Ethics and Social Responsibility Flashcards
How can the nature of management jobs creates the possibility for ethical abuses
Ethics is the set of moral principles or values that define right and wrong. By contrast, workplace deviance is behavior that violates important organizational norms about right and wrong and harms the organization or its workers. Production deviance and property deviance harm the company, whereas political deviance and personal aggression harm individuals within the company.
U.S. Sentencing Commission Guidelines for Organizations and explain how they both
encourage ethical behavior and punish unethical behavior by businesses.
Under the U.S. Sentencing Commission Guidelines, companies can be prosecuted and fined up to $300
million for employees’ illegal actions. Fines are computed by multiplying the base fine by a culpability
score. Companies that establish compliance programs to encourage ethical behavior can reduce their
culpability scores and their fines.
Factors which influences ethical decision-making.
Three factors influence ethical decisions: the ethical intensity of the decision, the moral development of
the manager, and the ethical principles used to solve the problem. Ethical intensity is strong when
decisions have large, certain, immediate consequences and when we are physically or psychologically
close to those affected by the decision. There are three phases of moral maturity with two steps within
each phase. At the preconventional level, decisions are made for selfish reasons. At the conventional
level, decisions conform to societal expectations. At the postconventional level, internalized principles are
used to make ethical decisions. Finally, managers can use a number of different principles when making
ethical decisions: self-interest, personal virtue, religious injunctions, government requirements, utilitarian
benefits, individual rights, and distributive justice.
Manager’s practical steps for improving ethical decision-making.
Employers can increase their
chances of hiring ethical employees by testing all job applicants. Most large companies now have
corporate codes of ethics. In addition to offering general rules, ethics codes must also provide specific,
practical advice. Ethics training seeks to increase employees’ awareness of ethical issues, make ethics a
serious, credible factor in organizational decisions, and teach employees a practical model of ethical
decision-making. The most important factors in creating an ethical business climate are the personal
examples set by company managers, involvement of management in the company ethics program, a
reporting system that encourages whistleblowersto report potential ethics violations, and fair but
consistent punishment of violators.
Those to whom organizations are socially responsible.
Social responsibility is a business’s obligation to benefit society. According to the shareholder model, a
company’s only social responsibility is to maximize shareholder wealth by maximizing company profits.

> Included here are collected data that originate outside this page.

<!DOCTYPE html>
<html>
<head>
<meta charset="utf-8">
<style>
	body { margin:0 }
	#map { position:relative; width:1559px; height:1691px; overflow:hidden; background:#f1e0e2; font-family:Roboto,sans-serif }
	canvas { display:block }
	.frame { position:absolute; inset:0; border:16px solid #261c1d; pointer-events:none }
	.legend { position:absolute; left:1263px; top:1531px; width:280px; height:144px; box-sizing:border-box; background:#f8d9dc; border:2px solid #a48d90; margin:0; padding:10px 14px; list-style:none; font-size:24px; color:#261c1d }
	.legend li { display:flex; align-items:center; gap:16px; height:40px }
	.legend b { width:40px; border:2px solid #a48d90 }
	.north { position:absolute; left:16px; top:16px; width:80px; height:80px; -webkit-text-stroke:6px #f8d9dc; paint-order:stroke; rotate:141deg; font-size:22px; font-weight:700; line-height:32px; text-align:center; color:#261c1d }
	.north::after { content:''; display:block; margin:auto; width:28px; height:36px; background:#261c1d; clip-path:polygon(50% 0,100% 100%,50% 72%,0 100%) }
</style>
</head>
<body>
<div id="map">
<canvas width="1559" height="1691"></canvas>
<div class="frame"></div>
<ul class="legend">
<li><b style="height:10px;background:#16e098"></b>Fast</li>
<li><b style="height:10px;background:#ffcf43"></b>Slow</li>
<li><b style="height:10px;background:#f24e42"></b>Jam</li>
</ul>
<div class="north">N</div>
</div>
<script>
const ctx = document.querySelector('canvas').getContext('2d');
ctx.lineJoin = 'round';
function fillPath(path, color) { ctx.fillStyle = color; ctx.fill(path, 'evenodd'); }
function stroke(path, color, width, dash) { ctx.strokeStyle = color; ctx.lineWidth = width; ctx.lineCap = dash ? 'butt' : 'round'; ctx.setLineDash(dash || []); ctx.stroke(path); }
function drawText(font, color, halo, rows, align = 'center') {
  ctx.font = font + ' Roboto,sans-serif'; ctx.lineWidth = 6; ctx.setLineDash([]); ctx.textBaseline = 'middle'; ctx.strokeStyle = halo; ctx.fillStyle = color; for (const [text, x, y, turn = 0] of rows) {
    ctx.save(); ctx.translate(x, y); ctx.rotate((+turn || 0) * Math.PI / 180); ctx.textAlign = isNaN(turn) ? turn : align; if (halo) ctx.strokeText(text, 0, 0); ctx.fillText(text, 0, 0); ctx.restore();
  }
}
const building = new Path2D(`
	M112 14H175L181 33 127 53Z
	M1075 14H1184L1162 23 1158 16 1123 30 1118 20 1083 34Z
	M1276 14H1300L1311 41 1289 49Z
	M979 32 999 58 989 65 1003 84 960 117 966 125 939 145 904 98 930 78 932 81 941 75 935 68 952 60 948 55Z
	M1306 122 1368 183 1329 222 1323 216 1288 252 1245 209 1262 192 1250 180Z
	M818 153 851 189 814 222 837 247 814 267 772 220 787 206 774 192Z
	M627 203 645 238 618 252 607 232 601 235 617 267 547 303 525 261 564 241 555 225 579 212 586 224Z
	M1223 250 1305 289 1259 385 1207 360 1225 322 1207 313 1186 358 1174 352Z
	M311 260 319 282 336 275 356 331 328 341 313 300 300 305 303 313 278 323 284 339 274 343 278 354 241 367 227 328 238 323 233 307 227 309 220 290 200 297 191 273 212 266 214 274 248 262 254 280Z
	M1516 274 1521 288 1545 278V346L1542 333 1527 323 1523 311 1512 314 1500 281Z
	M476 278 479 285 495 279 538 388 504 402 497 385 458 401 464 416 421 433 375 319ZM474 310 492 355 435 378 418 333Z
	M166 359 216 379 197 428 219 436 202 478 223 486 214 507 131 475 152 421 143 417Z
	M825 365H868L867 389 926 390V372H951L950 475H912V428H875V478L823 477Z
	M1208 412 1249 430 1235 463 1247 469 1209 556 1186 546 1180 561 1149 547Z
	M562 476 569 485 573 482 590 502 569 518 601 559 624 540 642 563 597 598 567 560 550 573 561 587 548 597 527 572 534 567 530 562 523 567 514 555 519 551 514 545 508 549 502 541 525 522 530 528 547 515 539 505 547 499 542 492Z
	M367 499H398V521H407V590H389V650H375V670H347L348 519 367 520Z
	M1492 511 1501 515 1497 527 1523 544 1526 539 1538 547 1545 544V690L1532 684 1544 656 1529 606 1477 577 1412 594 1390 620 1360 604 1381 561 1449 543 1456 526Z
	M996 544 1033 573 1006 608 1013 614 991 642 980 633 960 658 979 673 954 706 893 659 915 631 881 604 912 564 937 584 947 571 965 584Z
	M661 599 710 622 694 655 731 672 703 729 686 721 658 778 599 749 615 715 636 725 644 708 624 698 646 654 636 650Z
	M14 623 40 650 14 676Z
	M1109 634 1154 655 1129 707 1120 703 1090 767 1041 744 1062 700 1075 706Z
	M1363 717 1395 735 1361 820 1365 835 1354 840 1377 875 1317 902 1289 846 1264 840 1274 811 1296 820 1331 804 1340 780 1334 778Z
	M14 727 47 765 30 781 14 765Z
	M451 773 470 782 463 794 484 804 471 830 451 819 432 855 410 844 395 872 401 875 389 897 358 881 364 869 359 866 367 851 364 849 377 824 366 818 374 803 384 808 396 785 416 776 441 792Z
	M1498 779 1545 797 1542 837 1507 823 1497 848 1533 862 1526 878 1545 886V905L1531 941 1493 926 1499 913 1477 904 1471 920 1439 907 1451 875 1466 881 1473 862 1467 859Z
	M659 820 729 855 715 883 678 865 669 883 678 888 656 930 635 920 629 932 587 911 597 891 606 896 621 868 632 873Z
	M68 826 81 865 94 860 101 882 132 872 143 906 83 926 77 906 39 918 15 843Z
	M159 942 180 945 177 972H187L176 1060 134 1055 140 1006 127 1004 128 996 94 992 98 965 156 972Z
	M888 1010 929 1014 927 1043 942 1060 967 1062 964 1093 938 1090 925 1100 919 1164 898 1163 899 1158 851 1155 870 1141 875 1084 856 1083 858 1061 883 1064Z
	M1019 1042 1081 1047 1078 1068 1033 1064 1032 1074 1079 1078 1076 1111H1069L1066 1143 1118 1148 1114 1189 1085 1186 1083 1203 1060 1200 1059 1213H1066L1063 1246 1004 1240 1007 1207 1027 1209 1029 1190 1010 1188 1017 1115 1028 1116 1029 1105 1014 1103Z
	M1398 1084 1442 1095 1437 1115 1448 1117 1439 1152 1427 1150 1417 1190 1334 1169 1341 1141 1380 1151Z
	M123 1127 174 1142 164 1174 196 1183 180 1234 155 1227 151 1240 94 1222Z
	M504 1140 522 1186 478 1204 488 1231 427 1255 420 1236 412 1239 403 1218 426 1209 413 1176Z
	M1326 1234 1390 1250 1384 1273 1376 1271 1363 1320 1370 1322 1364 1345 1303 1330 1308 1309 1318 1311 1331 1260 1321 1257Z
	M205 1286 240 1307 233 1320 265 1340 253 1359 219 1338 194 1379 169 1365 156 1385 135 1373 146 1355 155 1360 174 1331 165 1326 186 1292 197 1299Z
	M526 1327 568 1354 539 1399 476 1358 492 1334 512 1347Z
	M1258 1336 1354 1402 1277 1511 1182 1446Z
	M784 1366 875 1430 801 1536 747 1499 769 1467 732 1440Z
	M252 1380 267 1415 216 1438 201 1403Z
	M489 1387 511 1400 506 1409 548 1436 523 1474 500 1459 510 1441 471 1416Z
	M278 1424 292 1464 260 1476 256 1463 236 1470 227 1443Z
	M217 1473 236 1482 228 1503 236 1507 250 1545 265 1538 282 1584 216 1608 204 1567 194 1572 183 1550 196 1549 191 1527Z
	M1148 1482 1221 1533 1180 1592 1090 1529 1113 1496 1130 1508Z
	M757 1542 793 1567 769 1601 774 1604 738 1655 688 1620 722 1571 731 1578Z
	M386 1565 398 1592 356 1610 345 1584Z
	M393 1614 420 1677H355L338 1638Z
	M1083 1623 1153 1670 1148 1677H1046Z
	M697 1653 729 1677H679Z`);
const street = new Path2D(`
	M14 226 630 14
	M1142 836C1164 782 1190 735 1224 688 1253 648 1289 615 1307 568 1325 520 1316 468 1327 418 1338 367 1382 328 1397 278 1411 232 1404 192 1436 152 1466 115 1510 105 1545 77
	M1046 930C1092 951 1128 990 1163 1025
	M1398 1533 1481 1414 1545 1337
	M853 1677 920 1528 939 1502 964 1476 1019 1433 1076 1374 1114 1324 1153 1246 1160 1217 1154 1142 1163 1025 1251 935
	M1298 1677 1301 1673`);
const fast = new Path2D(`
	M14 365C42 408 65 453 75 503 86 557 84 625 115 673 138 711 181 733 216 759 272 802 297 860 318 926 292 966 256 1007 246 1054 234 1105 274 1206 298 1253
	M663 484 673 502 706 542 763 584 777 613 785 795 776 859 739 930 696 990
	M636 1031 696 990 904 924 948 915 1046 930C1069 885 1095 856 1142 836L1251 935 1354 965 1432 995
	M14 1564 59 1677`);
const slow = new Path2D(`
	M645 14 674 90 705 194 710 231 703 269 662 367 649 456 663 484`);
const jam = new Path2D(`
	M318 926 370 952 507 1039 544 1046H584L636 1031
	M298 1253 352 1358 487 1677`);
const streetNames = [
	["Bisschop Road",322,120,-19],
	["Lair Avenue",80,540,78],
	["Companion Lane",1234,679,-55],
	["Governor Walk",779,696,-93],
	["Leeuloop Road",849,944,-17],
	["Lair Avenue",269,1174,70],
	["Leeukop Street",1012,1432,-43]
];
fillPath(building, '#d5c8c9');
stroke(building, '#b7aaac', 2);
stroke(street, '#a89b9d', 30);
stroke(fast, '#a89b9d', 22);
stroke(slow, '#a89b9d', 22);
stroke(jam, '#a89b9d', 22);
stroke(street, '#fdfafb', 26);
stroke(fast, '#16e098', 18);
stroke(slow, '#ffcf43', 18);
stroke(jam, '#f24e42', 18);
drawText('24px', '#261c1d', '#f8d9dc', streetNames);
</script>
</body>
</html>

According to the stakeholder model, companies must satisfy the needs and interests of multiple corporate
stakeholders, not just shareholders. However, the needs of primary stakeholders, on which the
organization relies for its existence, take precedence over those of secondary stakeholders.
What organizations are socially responsible for.
Companies can best benefit their stakeholders by fulfilling their economic, legal, ethical, and
discretionary responsibilities. Being profitable, or meeting one’s economic responsibility, is a business’s
most basic social responsibility. Legal responsibility consists of following a society’s laws and
regulations. Ethical responsibility means not violating accepted principles of right and wrong when
doing business. Discretionary responsibilities are social responsibilities beyond basic economic, legal,
and ethical responsibilities.
How organizations can choose to respond to societal demands for social
responsibility.
Social responsivenessis a company’s response to stakeholders’ demands for socially responsible
behavior. There are four social responsivenessstrategies. When a company uses a reactive strategy, it
denies responsibility for a problem. When it uses a defensive strategy, it takes responsibility for a
problem but does the minimum required to solve it. When a company uses an accommodative strategy,
it accepts responsibility for problems and does all that society expects to solve them. Finally, when a
company uses a proactive strategy, it does much more than expected to solve social responsibility
problems.
The ways social responsibility hurts or helps an organization’s economic
performance.
Does it pay to be socially responsible? Sometimes it costs, and sometimes it pays. Overall, there is
no clear relationship between social responsibility and economic performance. Consequently,
managers should not expect an economic return from socially responsible corporate activities. If your
company chooses to practice a proactive or accommodative social responsibility strategy, it should
do so to better society and not to improve its financial performance.